技術情報・技術コラム

Column
生産工程設計の基礎

生産工程設計における工程分析の手法:5W1H、ECRS、動作分析

生産工程設計に工程分析が必要な理由

生産現場では、製品を効率よく、安全かつ高品質に作り上げることが求められます。そのための基本となるのが「工程設計」です。工程設計は、部品や素材をどのような順序・設備・方法で加工し、組み立てるかを決める重要な工程です。しかし、単なる作業手順の並びではなく、無駄やムラを排除した「最適な流れ」を構築することが重要です。

その中核を担うのが「工程分析」です。現状の作業をそのまま前提とせず、まずは工程を見える化し、必要性・順序・方法などを論理的に検証します。これにより、コスト削減・作業時間短縮・安全性向上などの改善余地を明確にし、根拠のある改善設計へとつなげることができます。単なる経験則や感覚ではなく、分析に基づいた改善を進めることで、属人化の排除や標準化も実現できます。

5W1Hによる現状の把握

5W1Hは、問題や対象を多角的に把握するための基本的なフレームワークです。工程分析では以下のような観点から活用されます。

  • What(何を):どの作業・動作が行われているのか
  • Why(なぜ):その作業はなぜ必要か?省略できないか?
  • Where(どこで):その作業はどの場所で行われているか?最適な配置か?
  • When(いつ):タイミングは適切か?前後関係にムリ・ムダはないか?
  • Who(誰が):適切な担当者か?属人化していないか?
  • How(どのように):作業方法は妥当か?改善の余地はないか?

これらの問いをもとに、現状の工程を構造的に洗い出すことで、改善すべきポイントが浮き彫りになります。特に、「なぜその作業が必要なのか(Why)」を深掘りすることは、根本的な見直しにつながる重要な視点です。

ECRSによる改善視点の導入

ECRSとは、以下の4つの観点から工程を見直す手法です。

  • E(Eliminate)=排除できないか?
  • C(Combine)=他とまとめられないか?
  • R(Rearrange)=順序を変えられないか?
  • S(Simplify)=単純化できないか?

例えば、無駄な検査工程を排除したり、複数の作業をまとめて実施したり、順序を入れ替えて段取り替えの回数を減らすといった改善が可能です。ECRSの観点を活用することで、単なる部分的な効率化ではなく、工程全体を俯瞰した抜本的な改善提案ができます。

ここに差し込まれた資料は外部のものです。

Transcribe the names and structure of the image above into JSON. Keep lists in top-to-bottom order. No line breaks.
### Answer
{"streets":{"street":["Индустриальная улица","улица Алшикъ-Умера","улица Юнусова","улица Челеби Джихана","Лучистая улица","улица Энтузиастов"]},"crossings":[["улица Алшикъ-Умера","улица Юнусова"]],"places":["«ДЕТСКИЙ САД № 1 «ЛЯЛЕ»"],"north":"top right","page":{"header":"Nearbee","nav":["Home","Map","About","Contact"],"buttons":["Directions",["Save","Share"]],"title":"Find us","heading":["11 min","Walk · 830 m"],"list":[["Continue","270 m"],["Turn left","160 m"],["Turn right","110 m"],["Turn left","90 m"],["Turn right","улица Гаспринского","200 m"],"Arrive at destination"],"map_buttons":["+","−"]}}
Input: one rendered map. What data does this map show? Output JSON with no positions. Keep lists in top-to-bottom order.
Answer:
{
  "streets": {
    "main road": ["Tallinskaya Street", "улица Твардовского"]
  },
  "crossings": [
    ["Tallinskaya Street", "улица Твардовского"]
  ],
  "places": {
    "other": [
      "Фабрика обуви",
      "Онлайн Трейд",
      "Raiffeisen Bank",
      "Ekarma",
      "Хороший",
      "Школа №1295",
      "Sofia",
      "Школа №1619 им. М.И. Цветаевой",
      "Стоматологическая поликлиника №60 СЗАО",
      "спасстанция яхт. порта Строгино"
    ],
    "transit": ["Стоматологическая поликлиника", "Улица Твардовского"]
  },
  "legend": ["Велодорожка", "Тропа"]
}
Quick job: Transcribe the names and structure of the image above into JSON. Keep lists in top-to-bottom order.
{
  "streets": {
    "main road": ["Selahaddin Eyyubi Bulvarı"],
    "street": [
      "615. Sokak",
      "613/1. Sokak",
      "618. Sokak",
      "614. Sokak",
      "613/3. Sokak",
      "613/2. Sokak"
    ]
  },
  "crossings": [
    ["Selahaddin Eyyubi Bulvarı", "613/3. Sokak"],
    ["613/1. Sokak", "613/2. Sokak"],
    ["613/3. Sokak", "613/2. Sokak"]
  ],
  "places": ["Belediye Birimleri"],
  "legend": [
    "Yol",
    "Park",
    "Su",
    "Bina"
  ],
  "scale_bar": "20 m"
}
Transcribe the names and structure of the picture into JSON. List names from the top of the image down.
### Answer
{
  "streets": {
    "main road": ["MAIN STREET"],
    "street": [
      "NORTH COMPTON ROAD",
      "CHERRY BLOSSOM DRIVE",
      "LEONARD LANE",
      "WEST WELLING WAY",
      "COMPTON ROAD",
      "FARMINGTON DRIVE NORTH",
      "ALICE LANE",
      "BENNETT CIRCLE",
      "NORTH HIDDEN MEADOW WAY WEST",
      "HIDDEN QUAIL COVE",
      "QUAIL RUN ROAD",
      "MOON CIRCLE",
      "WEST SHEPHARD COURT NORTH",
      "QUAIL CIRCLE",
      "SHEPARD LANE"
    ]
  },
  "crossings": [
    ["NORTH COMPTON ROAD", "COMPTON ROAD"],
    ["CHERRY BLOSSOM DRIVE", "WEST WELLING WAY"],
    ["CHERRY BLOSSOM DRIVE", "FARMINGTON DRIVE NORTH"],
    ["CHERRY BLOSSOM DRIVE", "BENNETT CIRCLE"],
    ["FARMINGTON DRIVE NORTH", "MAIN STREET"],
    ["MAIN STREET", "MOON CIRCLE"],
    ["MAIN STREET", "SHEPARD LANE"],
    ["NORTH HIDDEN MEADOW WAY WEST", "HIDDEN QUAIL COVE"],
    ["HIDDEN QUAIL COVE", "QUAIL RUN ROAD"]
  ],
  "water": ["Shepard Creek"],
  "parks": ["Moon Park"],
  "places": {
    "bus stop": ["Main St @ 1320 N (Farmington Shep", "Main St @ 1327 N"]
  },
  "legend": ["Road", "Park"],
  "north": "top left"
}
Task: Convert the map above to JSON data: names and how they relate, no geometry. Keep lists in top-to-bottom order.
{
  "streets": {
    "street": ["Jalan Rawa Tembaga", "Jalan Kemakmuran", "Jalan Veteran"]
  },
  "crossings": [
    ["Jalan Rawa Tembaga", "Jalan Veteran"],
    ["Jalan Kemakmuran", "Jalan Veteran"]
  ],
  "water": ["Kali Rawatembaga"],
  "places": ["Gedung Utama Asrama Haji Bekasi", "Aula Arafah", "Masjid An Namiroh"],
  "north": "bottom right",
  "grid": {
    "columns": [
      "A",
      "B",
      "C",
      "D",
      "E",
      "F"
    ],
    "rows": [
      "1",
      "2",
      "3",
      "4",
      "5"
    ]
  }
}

特に、5W1Hで洗い出された工程に対し、「この作業はなくせるのか?」「一緒にできないか?」と問い直すことで、より論理的かつ効率的なプロセス設計が実現できます。

動作分析による作業の最適化

動作分析とは、作業者の一連の動作を細かく分類・観察し、不要・過剰・非効率な動作を排除するための手法です。インダストリアル・エンジニアリングの基本技法であり、特に単純作業や反復作業が多い現場で威力を発揮します。

動作は以下のように分類されます:

  • 実作業(加工・組立など)
  • 移動(材料・工具の取り出しなど)
  • 検査・確認
  • 保持・待機
  • 余分動作(探す・悩む・体勢変更など)

こうした動作をサーブリックチャート(動作分析チャート)などで図解することで、どこにムダがあるかを視覚的に把握できます。これにより、作業手順やレイアウトの見直し、治具の設計変更といった具体的な改善策につなげることが可能です。

三手法の組み合わせによる相乗効果

5W1Hで現状を多角的に把握し、ECRSで抜本的な見直し案を出し、動作分析で細部まで作業を最適化する。この三つの手法は、工程設計のステップに応じて連携的に活用できます。

また、これらは個人ではなく、チームでの改善活動(QCサークルなど)にも適しており、現場力の底上げにも貢献します。

生産工程の設計や改善は、単なる作業指示ではなく、「なぜこの手順なのか」「どうすればより良くなるか」を論理的に検証するプロセスです。そのためには、5W1Hで全体を見渡し、ECRSで発想を広げ、動作分析で実作業に踏み込むことが有効です。